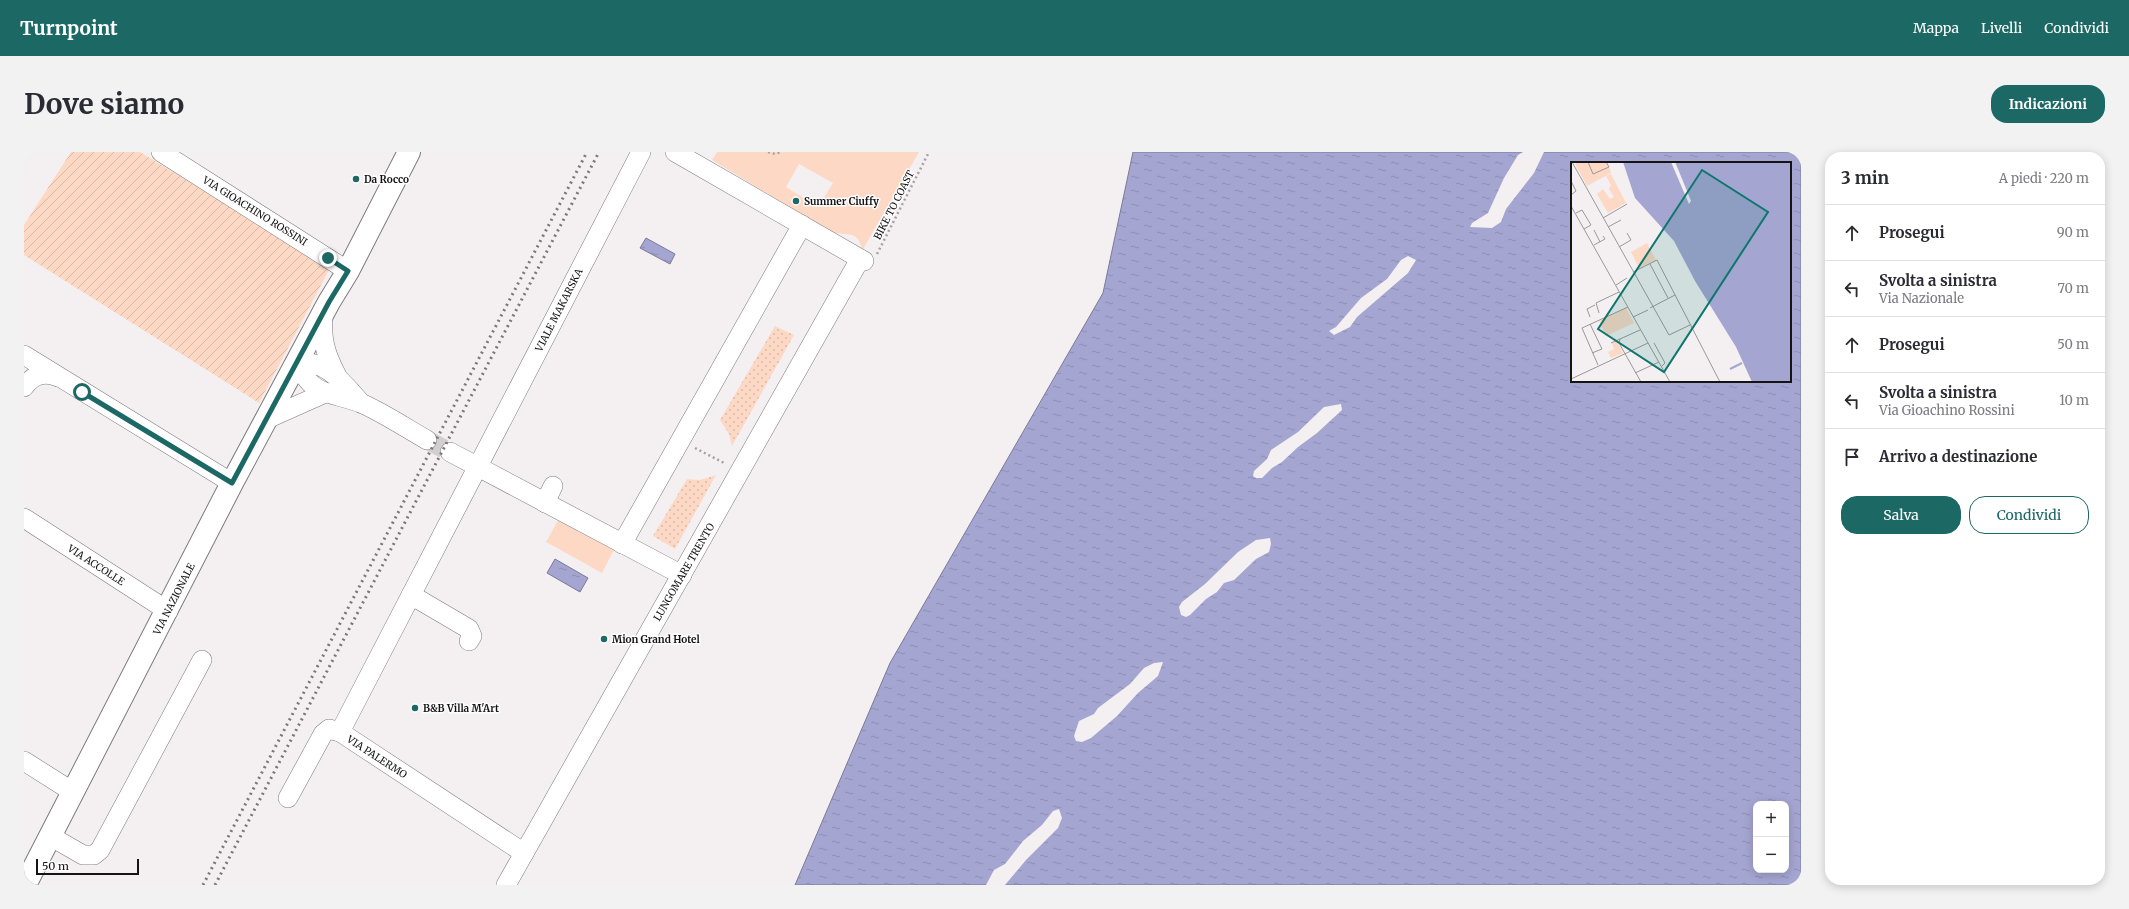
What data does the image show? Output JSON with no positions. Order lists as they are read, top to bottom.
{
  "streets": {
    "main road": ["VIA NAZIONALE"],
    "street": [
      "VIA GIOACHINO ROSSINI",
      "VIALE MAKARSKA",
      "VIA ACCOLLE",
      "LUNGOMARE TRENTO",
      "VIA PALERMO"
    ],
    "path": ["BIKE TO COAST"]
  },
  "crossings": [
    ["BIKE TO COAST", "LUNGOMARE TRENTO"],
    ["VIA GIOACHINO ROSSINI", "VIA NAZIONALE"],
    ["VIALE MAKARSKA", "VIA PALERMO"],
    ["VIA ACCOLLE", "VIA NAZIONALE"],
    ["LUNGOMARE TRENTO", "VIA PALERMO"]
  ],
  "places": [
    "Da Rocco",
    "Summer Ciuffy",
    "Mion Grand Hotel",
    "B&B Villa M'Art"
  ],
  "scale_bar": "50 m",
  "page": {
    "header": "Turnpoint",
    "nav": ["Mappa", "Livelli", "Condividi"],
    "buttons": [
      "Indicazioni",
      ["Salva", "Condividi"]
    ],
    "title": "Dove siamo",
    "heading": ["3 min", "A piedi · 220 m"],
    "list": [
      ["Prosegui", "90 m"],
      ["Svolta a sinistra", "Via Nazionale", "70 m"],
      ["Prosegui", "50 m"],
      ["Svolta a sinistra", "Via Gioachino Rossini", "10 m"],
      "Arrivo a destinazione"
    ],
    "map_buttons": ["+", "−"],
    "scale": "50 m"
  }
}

■ ■ ■ ■ ■

Work to complete => What is needed is an exact printout of every record above, with the pictures left out.

Answer to this exercise =>
What data does the image show? Output JSON with no positions. Order lists as they are read, top to bottom.
{
  "streets": {
    "main road": ["VIA NAZIONALE"],
    "street": [
      "VIA GIOACHINO ROSSINI",
      "VIALE MAKARSKA",
      "VIA ACCOLLE",
      "LUNGOMARE TRENTO",
      "VIA PALERMO"
    ],
    "path": ["BIKE TO COAST"]
  },
  "crossings": [
    ["BIKE TO COAST", "LUNGOMARE TRENTO"],
    ["VIA GIOACHINO ROSSINI", "VIA NAZIONALE"],
    ["VIALE MAKARSKA", "VIA PALERMO"],
    ["VIA ACCOLLE", "VIA NAZIONALE"],
    ["LUNGOMARE TRENTO", "VIA PALERMO"]
  ],
  "places": [
    "Da Rocco",
    "Summer Ciuffy",
    "Mion Grand Hotel",
    "B&B Villa M'Art"
  ],
  "scale_bar": "50 m",
  "page": {
    "header": "Turnpoint",
    "nav": ["Mappa", "Livelli", "Condividi"],
    "buttons": [
      "Indicazioni",
      ["Salva", "Condividi"]
    ],
    "title": "Dove siamo",
    "heading": ["3 min", "A piedi · 220 m"],
    "list": [
      ["Prosegui", "90 m"],
      ["Svolta a sinistra", "Via Nazionale", "70 m"],
      ["Prosegui", "50 m"],
      ["Svolta a sinistra", "Via Gioachino Rossini", "10 m"],
      "Arrivo a destinazione"
    ],
    "map_buttons": ["+", "−"],
    "scale": "50 m"
  }
}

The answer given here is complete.